As you can see in Figures 2 and 3, the owner of this iOS device is ‘iPhone User’.

Also, you can extract the data from iOS devices using iTunes.

 

ITunes backups can be found in the following way:

Windows XP: C:\Documents and Settings\%User Name%\Application Data\Apple Computer\MobileSync\Backup\

Windows 7,Vista, 8, 10: C:\Users\%User Name%\AppData\Roaming\Apple Computer\MobileSync\Backup\

MacOS: ~\%User Name%\Library\Application Support\MobileSync\Backup

 

 

ITunes backups look like this:

 

Figure 4. iTunes Backup device with iOS 10 and higher.

Figure 5. iTunes Backup device with iOS below 10.

There is an info.plist file in iTunes backup. It contains the following information [1]:

Device name and display name: This is the name of the device  which typically includes the owner’s name.

ICCID: This is the Integrated Circuit Card Identifier, which is the serial number of the SIM.

Last backup date: This is the timestamp of the last successful backup.

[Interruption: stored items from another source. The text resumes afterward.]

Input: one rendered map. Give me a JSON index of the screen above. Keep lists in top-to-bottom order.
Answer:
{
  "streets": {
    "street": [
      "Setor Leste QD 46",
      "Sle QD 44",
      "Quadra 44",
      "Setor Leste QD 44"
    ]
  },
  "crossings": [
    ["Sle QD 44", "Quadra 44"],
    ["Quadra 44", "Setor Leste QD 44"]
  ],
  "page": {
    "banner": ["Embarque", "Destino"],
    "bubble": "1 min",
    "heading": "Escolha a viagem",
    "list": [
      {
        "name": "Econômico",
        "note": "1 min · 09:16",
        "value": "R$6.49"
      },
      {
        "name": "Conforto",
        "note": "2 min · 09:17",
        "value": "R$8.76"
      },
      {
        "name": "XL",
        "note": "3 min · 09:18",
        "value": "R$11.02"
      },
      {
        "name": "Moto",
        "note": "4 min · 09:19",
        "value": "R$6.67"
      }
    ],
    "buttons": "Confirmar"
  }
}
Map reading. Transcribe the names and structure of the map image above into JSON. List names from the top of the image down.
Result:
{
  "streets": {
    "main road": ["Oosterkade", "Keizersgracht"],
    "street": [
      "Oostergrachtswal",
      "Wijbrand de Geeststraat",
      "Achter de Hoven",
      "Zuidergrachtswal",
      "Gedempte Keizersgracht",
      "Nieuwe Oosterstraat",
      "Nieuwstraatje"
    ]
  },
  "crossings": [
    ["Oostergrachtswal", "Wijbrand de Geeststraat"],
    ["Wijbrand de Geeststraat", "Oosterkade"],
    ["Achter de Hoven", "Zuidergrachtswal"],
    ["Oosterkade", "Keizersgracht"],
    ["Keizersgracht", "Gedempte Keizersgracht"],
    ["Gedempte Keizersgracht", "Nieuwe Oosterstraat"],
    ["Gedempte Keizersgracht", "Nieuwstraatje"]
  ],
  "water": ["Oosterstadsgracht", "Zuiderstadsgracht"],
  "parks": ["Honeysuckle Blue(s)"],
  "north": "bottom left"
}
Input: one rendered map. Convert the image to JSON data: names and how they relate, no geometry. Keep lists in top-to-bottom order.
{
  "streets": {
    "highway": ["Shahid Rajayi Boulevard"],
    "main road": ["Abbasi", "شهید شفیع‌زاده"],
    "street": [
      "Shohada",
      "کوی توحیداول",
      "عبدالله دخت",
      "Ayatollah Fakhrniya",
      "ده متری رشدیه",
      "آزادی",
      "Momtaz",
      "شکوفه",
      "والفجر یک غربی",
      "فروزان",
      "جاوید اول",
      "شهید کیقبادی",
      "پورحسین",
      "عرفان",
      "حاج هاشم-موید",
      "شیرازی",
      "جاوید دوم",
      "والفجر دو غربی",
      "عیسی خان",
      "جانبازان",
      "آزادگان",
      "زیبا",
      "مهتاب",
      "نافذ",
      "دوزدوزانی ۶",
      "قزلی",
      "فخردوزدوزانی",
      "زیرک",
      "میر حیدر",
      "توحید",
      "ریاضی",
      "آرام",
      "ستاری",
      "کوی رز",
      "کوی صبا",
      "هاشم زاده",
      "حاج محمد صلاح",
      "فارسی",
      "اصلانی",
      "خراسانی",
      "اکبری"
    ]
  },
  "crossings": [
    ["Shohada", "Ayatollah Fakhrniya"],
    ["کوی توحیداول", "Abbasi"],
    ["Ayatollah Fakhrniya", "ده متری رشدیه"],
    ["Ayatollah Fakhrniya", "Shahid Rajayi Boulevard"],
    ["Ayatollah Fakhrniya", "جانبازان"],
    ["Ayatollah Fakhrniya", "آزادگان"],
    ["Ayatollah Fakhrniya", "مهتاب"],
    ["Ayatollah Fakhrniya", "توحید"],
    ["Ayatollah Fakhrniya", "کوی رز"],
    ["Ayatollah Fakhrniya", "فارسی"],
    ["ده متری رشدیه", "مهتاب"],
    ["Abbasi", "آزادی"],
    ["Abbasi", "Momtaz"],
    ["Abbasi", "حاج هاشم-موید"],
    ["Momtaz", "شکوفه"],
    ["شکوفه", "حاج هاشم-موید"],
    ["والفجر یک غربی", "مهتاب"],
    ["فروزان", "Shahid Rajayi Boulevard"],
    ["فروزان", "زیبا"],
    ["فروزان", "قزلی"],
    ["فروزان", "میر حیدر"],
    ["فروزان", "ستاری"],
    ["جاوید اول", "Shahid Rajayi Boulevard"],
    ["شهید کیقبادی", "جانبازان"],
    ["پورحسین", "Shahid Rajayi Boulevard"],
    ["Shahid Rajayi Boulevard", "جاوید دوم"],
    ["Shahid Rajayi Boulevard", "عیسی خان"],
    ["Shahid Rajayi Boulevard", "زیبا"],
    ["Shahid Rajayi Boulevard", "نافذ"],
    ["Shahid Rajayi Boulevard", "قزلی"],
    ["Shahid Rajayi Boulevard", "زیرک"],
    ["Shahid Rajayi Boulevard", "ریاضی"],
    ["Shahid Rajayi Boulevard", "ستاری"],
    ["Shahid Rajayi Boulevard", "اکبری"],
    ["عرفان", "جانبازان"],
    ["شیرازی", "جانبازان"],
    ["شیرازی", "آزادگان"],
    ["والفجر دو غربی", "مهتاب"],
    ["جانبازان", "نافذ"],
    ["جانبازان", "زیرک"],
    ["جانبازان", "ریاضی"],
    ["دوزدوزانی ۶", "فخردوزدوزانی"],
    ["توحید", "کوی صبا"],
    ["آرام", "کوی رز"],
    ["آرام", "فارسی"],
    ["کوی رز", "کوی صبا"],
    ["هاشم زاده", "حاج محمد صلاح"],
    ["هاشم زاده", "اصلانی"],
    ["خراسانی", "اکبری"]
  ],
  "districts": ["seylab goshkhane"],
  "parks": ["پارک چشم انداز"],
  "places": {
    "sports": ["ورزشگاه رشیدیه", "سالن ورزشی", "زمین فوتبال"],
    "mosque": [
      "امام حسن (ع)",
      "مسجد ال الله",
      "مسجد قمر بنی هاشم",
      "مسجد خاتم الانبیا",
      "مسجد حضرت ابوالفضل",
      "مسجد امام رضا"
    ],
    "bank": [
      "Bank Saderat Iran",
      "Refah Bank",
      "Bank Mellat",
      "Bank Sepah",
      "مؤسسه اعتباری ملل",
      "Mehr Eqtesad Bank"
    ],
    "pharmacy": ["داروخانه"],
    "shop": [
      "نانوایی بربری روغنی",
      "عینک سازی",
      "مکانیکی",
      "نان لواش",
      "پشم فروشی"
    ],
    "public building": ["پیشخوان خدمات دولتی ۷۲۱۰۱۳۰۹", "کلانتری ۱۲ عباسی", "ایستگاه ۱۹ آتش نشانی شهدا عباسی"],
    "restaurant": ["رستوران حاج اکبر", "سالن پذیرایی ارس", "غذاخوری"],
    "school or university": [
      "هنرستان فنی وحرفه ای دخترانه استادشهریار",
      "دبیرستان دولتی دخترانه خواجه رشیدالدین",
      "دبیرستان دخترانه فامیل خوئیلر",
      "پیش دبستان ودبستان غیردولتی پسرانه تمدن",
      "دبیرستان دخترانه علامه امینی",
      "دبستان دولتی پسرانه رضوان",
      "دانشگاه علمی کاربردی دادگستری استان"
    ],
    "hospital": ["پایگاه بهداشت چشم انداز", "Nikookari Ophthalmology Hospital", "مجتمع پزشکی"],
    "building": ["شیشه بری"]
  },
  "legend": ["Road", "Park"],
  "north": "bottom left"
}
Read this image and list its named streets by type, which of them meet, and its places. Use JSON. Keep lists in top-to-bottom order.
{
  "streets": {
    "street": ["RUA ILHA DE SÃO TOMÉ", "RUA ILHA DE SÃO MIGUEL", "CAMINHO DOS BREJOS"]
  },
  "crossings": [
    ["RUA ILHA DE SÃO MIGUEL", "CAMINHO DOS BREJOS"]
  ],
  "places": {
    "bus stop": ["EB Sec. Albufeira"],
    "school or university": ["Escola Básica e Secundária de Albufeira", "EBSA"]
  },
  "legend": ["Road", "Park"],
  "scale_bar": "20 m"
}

IMEI: This is the International Mobile Equipment Identity, which is used to identify the mobile phone.

Phone Number: This is the phone number of the device at the time of backup.

Installed applications: This is the list of application identifiers on the device.

Product type and production version: This is the device’s model and firmware version.

Serial number: This is the serial number of the device.

iTunes version: This is the version of iTunes that generated the backup.

Target Identifier and Unique Identifier: This is the UDID of the device

 

This file can be opened by any plist viewer. In extreme cases, its contents can be viewed by Notepad or Internet Explorer.

 

Open the info.plist file in Notepad or Internet Explorer and find the subkeys ‘<key> Device Name </ key>’ and ‘<key> Display Name </ key>’. These subkeys will indicate the device owner.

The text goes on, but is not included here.